Escrito por Food News
¡extra, extra!

la comida

mantiene vivas nuestras raices

Cuando era niño, comer era un suplicio. Era el niño que quedaba al final en la mesa y no se podía levantar para jugar hasta que no se acabara su plato. En una ocasión pasé dos horas después de que la última persona se levantó por el berrinche de no querer comer. ¿Quién pensaría que pasaría de eso a ver la comida, no como un placer, sino como un estilo de vida?

Sin duda comer es una de mis actividades favoritas, pues algo tan necesario se puede convertir en toda una aventura. Pero eso no es todo, comer también es entender nuestro lugar en el mundo y el contexto en el que vivimos, es conocer la historia de los platillos y cómo éstos se relacionan con nosotros. Incluso hoy comer también es conocer la historia de nuestro lugar de origen, así como de dónde vienen los platillos que comemos, pues gracias a la globalización tenemos una oferta gastronómica global a tan solo unos pasos de distancia.

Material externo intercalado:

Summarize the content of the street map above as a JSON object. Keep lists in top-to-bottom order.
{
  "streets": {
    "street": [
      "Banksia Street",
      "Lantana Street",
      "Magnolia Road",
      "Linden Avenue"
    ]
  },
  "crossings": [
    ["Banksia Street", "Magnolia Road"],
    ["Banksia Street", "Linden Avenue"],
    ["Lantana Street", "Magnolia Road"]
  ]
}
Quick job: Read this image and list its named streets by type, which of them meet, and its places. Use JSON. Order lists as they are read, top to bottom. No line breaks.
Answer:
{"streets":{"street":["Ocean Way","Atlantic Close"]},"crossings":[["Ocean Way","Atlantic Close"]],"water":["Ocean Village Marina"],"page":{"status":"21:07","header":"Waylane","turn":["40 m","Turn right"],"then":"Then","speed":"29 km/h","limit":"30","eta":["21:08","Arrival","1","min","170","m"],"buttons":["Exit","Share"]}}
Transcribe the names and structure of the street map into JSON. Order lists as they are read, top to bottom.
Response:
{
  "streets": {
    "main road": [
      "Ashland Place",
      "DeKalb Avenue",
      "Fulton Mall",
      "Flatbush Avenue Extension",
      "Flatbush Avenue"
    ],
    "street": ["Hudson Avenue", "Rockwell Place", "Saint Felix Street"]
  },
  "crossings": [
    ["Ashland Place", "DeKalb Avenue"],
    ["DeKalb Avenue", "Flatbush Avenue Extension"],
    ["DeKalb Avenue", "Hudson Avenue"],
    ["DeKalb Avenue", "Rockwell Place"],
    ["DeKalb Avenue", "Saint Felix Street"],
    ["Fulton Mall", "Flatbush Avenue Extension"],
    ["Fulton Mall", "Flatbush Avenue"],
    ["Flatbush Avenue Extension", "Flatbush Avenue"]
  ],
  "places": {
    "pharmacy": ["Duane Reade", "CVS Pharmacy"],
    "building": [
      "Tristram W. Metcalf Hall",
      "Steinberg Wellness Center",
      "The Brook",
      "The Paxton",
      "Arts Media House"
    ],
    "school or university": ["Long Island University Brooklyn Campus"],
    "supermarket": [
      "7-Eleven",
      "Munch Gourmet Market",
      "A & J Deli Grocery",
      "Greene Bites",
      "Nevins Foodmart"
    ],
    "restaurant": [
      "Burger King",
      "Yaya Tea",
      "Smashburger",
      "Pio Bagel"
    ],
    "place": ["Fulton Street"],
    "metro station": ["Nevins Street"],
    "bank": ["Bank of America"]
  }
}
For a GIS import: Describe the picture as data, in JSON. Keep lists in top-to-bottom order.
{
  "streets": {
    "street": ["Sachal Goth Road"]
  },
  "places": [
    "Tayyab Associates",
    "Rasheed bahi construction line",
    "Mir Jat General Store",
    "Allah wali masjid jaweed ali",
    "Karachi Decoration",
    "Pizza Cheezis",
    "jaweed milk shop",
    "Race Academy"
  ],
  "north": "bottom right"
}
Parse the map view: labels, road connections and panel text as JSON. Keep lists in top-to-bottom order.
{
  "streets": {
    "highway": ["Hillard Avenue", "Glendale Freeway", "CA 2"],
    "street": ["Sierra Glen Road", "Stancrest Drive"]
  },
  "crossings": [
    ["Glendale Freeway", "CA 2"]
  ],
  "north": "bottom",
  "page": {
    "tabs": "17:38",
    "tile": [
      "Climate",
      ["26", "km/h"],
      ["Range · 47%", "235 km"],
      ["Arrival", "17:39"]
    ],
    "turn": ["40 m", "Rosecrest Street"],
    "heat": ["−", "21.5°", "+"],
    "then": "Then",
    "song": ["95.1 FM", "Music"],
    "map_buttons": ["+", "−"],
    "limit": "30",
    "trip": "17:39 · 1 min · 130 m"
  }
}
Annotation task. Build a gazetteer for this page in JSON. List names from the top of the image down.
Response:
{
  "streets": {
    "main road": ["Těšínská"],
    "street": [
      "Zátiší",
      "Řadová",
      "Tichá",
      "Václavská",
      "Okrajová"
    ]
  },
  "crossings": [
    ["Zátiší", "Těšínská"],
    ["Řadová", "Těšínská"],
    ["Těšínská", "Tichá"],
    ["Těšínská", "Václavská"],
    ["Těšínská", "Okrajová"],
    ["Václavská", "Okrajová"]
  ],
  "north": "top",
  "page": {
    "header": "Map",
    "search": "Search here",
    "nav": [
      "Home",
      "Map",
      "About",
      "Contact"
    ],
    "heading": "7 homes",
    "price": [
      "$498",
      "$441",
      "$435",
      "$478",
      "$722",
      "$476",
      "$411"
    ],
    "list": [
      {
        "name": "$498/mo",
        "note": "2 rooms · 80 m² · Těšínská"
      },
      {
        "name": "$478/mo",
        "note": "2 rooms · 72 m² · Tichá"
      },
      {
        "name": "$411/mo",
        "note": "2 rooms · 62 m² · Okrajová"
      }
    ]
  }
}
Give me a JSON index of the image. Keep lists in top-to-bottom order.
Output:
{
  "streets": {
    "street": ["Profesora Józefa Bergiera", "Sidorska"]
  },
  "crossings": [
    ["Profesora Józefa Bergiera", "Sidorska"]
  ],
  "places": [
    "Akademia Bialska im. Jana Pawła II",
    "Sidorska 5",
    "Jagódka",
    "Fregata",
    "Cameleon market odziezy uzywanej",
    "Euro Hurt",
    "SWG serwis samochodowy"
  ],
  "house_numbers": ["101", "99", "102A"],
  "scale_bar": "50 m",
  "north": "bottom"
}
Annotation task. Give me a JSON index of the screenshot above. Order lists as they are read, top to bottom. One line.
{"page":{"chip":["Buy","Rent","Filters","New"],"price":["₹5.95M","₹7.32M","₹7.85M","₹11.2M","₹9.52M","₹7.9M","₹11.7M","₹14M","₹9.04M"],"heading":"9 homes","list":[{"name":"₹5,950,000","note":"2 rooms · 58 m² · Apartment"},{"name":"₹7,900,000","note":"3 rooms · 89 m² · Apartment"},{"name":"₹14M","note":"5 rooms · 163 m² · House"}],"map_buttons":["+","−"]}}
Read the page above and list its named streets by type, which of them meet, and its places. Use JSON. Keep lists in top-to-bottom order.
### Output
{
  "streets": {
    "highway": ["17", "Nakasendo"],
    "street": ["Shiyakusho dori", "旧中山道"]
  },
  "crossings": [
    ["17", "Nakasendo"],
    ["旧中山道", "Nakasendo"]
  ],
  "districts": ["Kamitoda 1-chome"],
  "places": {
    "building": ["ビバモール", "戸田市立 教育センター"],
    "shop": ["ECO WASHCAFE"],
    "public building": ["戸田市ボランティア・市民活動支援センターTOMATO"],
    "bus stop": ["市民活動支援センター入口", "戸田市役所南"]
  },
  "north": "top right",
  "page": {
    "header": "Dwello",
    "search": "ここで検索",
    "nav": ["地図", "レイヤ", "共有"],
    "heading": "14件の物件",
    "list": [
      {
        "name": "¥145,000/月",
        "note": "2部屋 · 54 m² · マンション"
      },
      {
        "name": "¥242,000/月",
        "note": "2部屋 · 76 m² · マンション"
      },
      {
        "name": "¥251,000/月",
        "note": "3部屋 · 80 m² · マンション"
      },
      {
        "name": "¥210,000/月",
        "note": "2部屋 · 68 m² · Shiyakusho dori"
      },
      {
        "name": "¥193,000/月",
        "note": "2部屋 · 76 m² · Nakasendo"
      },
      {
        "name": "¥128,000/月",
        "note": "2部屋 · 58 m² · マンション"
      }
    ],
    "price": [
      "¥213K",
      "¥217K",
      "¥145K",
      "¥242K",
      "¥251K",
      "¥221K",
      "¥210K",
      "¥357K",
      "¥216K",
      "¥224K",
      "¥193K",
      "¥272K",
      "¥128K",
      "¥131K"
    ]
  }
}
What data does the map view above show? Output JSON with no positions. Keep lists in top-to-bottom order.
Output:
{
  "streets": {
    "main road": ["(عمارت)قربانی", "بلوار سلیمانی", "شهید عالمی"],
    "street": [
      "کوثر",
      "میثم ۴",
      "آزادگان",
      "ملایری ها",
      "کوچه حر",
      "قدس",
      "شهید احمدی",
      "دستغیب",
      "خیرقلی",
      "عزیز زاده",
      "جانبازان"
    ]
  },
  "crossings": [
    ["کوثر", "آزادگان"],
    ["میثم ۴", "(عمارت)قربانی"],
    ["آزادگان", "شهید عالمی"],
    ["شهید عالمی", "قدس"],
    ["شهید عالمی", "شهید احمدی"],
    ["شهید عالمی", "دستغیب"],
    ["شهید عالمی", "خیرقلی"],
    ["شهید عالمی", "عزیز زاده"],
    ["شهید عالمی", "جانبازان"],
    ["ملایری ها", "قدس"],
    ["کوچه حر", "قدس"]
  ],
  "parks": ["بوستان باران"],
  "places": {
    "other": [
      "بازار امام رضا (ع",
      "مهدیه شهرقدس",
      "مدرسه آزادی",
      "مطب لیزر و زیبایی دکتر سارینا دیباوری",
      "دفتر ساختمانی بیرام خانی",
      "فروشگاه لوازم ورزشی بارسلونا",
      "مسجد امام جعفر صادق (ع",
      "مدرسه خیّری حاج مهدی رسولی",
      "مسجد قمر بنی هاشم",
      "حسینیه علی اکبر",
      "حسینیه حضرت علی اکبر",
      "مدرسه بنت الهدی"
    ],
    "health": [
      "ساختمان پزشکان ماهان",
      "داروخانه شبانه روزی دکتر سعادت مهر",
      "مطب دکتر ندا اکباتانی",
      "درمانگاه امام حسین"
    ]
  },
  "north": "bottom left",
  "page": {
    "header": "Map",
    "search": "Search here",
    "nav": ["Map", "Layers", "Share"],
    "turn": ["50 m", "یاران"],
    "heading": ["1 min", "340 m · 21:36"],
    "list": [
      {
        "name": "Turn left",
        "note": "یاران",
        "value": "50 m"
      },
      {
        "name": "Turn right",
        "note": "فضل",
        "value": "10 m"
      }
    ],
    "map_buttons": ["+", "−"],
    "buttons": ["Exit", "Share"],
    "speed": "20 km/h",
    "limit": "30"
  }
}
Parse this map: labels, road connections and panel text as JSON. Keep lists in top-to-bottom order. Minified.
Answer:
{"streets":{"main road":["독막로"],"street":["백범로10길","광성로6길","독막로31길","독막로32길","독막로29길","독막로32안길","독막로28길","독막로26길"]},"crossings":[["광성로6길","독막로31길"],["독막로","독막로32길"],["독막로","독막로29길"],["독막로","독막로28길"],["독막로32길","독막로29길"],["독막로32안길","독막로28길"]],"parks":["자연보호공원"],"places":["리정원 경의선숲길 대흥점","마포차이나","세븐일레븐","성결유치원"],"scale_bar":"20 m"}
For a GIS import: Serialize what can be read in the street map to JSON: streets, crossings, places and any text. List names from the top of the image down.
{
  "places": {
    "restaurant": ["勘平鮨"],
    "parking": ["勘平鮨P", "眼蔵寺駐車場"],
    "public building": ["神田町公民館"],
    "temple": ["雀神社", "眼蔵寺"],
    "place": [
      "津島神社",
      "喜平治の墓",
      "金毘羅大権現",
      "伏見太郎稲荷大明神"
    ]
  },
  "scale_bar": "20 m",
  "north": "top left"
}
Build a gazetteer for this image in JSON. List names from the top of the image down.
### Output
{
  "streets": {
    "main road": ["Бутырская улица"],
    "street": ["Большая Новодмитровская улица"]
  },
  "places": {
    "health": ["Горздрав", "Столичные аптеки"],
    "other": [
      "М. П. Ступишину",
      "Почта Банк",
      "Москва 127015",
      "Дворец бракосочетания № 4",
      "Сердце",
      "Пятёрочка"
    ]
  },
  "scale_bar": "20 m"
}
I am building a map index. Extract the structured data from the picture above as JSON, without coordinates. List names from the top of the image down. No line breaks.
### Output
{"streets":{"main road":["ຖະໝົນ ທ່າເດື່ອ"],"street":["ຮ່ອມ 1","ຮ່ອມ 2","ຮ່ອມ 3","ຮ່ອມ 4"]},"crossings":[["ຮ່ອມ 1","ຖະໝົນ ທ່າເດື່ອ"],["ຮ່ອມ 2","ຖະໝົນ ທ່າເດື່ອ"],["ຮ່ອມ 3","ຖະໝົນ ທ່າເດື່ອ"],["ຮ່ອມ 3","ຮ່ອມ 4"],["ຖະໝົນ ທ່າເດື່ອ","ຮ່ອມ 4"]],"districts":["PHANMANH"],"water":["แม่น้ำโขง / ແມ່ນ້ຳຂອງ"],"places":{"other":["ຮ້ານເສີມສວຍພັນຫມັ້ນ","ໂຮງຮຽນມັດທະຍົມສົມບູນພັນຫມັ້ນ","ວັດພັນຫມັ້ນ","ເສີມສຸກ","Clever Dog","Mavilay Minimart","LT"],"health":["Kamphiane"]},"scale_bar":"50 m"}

A pesar de eso, nuestra alimentación se mantiene ligada a nuestras raíces, a los ingredientes endémicos y con una larga tradición del lugar donde vivimos, por eso, consciente e inconscientemente, comemos para conectar con nuestras raíces.

De acuerdo a la UNESCO, la comida mexicana es un Patrimonio Inmaterial de la Humanidad porque es un modelo cultural completo que comprende actividades agrarias, prácticas rituales, conocimientos prácticos antiguos, técnicas culinarias y costumbres y modos de comportamiento comunitarios ancestrales.

Esto ha llegado a ser posible gracias a la participación de la colectividad en toda la cadena alimentaria tradicional: desde la siembra y recogida de las cosechas hasta la preparación culinaria y degustación de los manjares.

En México, los elementos básicos del sistema son: el maíz, los fríjoles y el chile; métodos de cultivo únicos en su género, como la milpa (cultivo por rotación del maíz y otras plantas, con roza y quema del terreno) y la chinampa (islote artificial de cultivo en zonas lacustres); procedimientos de preparación culinaria como la nixtamalización (descascarillado del maíz con agua de cal para aumentar su valor nutritivo); y utensilios especiales como metates y morteros de piedra.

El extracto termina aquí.